SOURCE DATA START
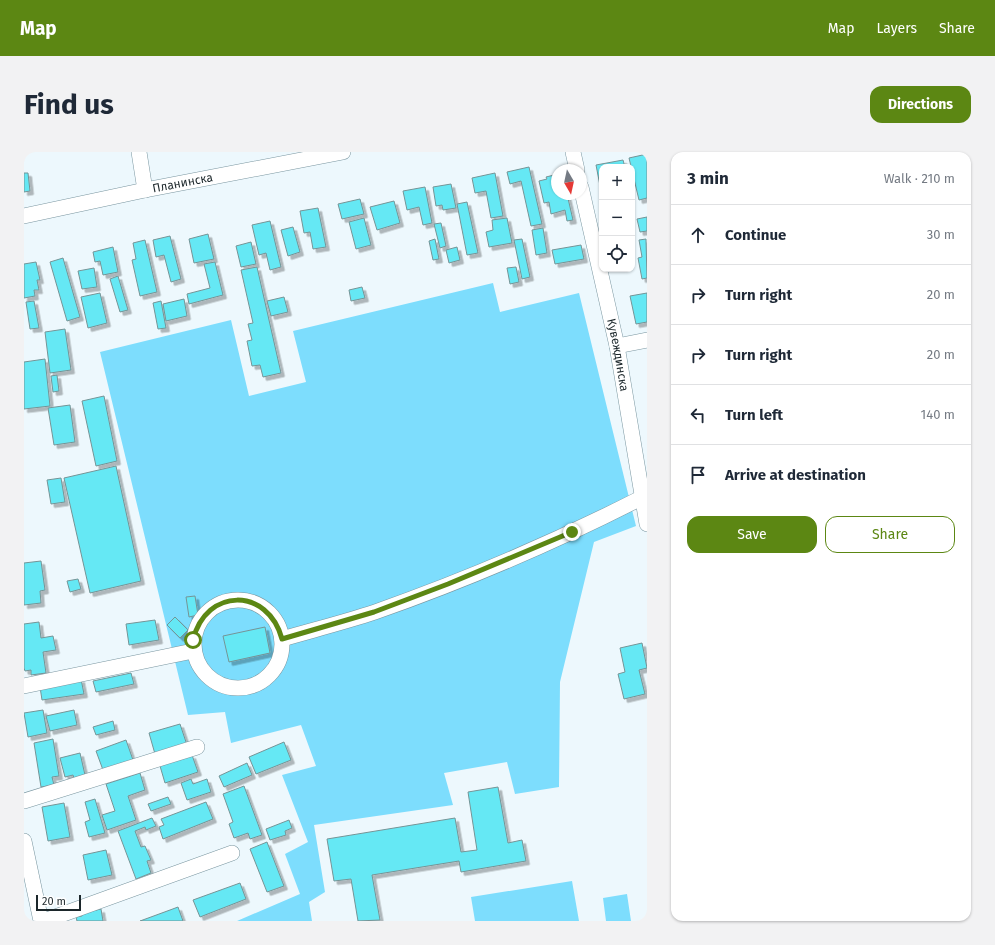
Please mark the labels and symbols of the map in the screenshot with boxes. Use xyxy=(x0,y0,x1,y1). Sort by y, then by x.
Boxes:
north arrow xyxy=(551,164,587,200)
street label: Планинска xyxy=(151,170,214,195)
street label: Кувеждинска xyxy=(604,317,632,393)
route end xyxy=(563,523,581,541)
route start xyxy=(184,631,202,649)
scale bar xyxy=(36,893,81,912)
SOURCE DATA END
SOURCE DATA START
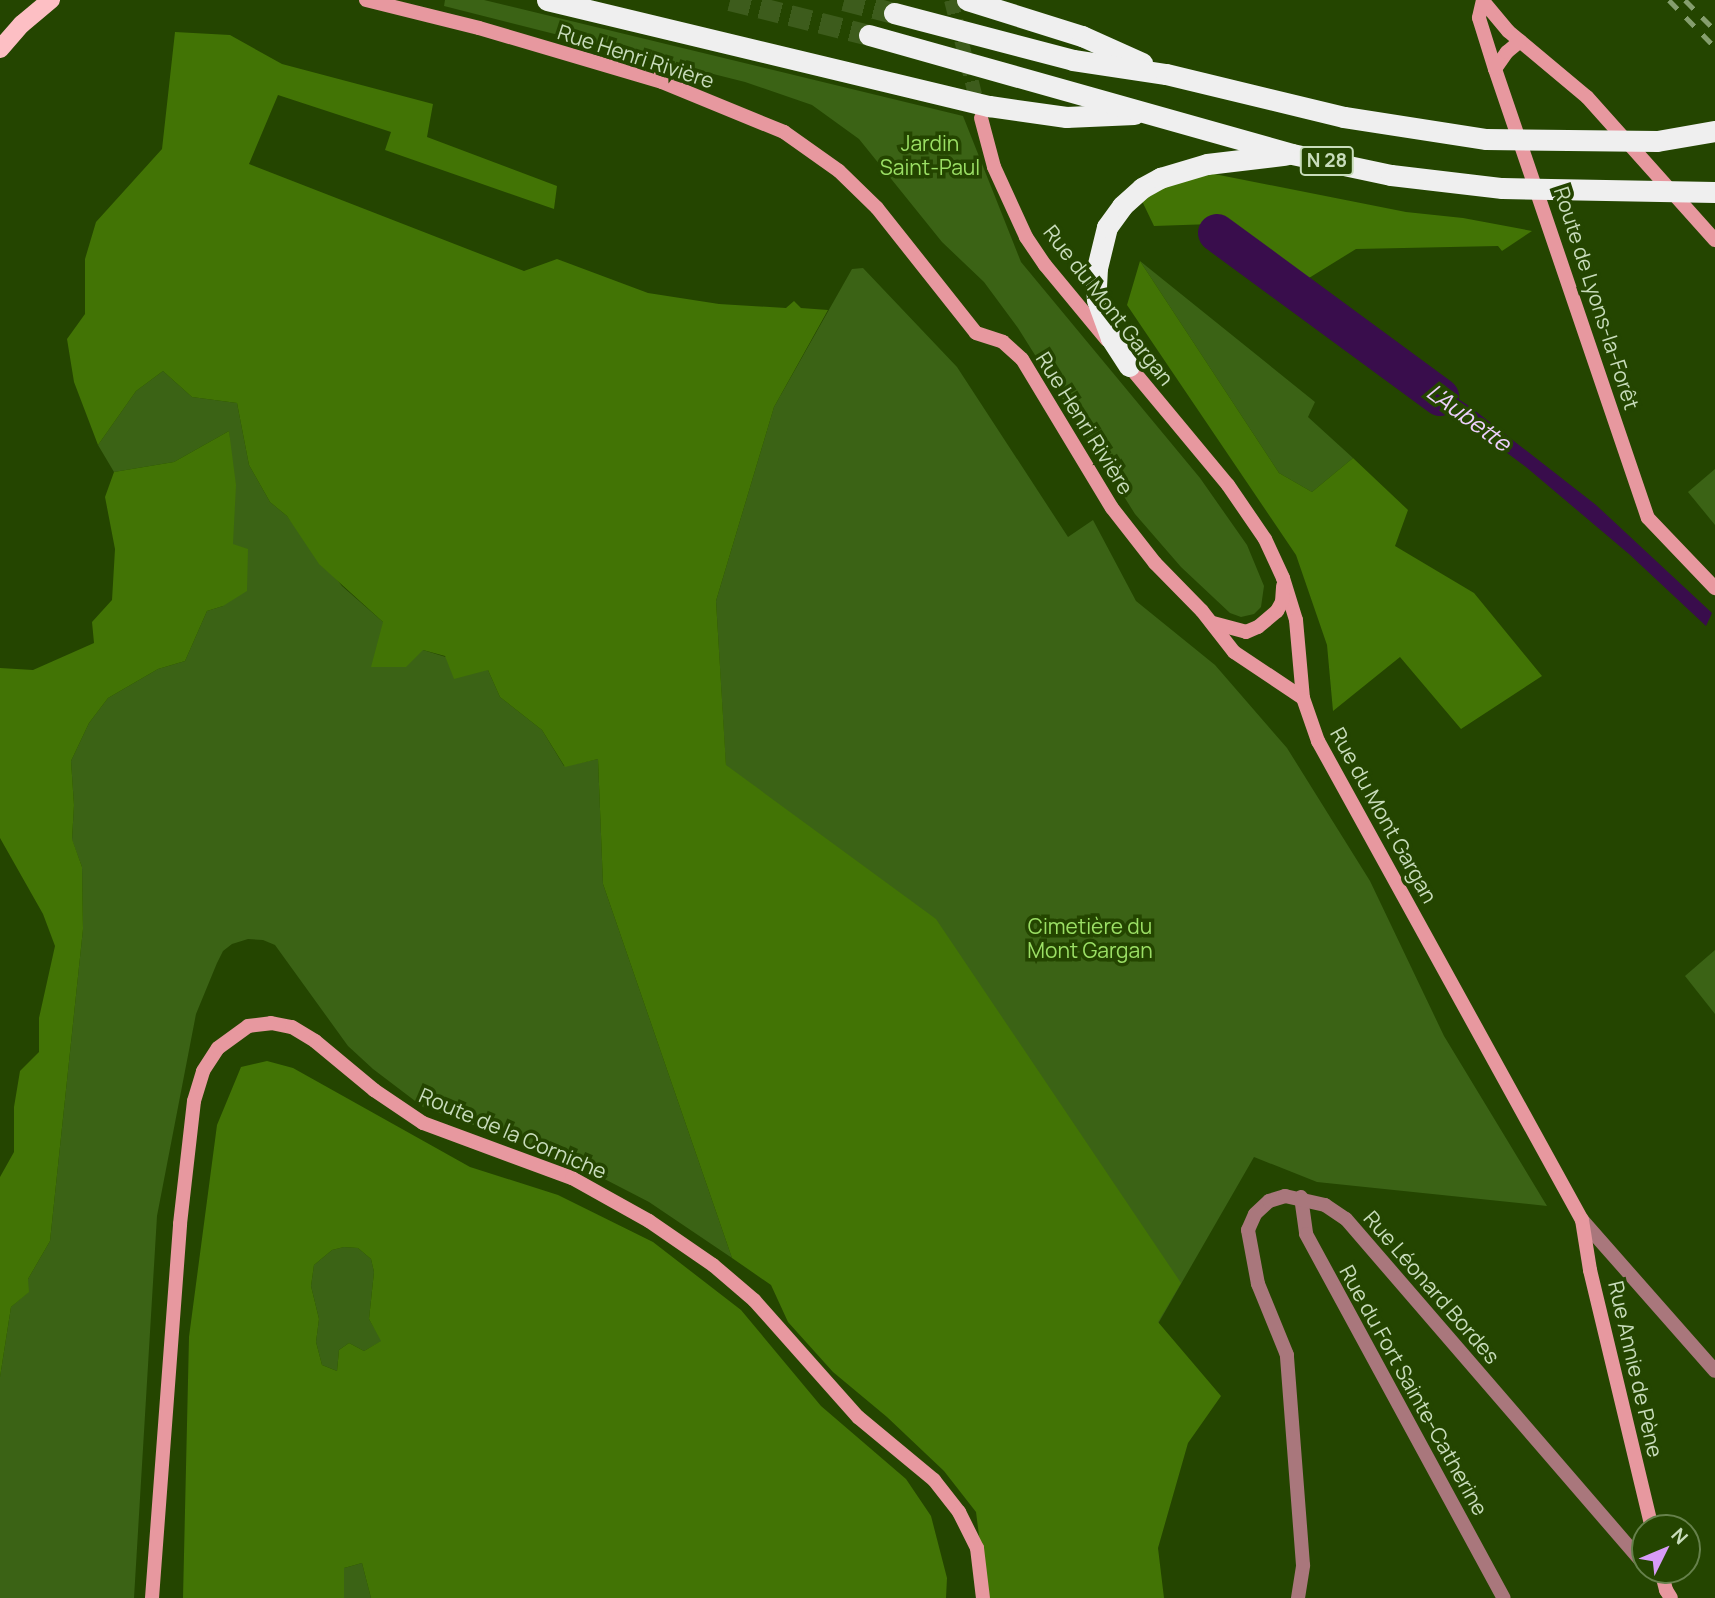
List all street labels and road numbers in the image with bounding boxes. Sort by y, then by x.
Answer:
SOURCE DATA END
## TASK DETAILS
Each line of the listing above that includes the word "with" should be copied.

## REPLY
Please mark the labels and symbols of the map in the screenshot with boxes. Use xyxy=(x0,y0,x1,y1). Sort by y, then by x.
List all street labels and road numbers in the image with bounding boxes. Sort by y, then by x.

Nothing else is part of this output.